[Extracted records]
:::

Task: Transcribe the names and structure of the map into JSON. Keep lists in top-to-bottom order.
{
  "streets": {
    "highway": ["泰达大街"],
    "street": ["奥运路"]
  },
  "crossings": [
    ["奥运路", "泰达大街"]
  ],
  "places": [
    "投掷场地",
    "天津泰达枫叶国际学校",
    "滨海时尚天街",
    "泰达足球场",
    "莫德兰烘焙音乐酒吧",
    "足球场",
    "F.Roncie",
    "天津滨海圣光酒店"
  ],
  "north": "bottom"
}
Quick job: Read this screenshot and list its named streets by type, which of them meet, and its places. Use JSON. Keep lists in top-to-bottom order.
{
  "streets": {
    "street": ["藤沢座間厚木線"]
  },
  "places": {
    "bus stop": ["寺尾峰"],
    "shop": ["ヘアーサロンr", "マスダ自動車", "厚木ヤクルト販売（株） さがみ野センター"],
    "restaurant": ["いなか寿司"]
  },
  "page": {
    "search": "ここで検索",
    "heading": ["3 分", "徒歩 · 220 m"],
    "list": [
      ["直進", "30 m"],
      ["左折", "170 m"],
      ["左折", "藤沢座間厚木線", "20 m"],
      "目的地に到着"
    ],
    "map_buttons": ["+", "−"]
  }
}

:::

* **ASSIGNMENT**
A faithful copy of all the records is required.

* **ANSWER SPACE**
Task: Transcribe the names and structure of the map into JSON. Keep lists in top-to-bottom order.
{
  "streets": {
    "highway": ["泰达大街"],
    "street": ["奥运路"]
  },
  "crossings": [
    ["奥运路", "泰达大街"]
  ],
  "places": [
    "投掷场地",
    "天津泰达枫叶国际学校",
    "滨海时尚天街",
    "泰达足球场",
    "莫德兰烘焙音乐酒吧",
    "足球场",
    "F.Roncie",
    "天津滨海圣光酒店"
  ],
  "north": "bottom"
}
Quick job: Read this screenshot and list its named streets by type, which of them meet, and its places. Use JSON. Keep lists in top-to-bottom order.
{
  "streets": {
    "street": ["藤沢座間厚木線"]
  },
  "places": {
    "bus stop": ["寺尾峰"],
    "shop": ["ヘアーサロンr", "マスダ自動車", "厚木ヤクルト販売（株） さがみ野センター"],
    "restaurant": ["いなか寿司"]
  },
  "page": {
    "search": "ここで検索",
    "heading": ["3 分", "徒歩 · 220 m"],
    "list": [
      ["直進", "30 m"],
      ["左折", "170 m"],
      ["左折", "藤沢座間厚木線", "20 m"],
      "目的地に到着"
    ],
    "map_buttons": ["+", "−"]
  }
}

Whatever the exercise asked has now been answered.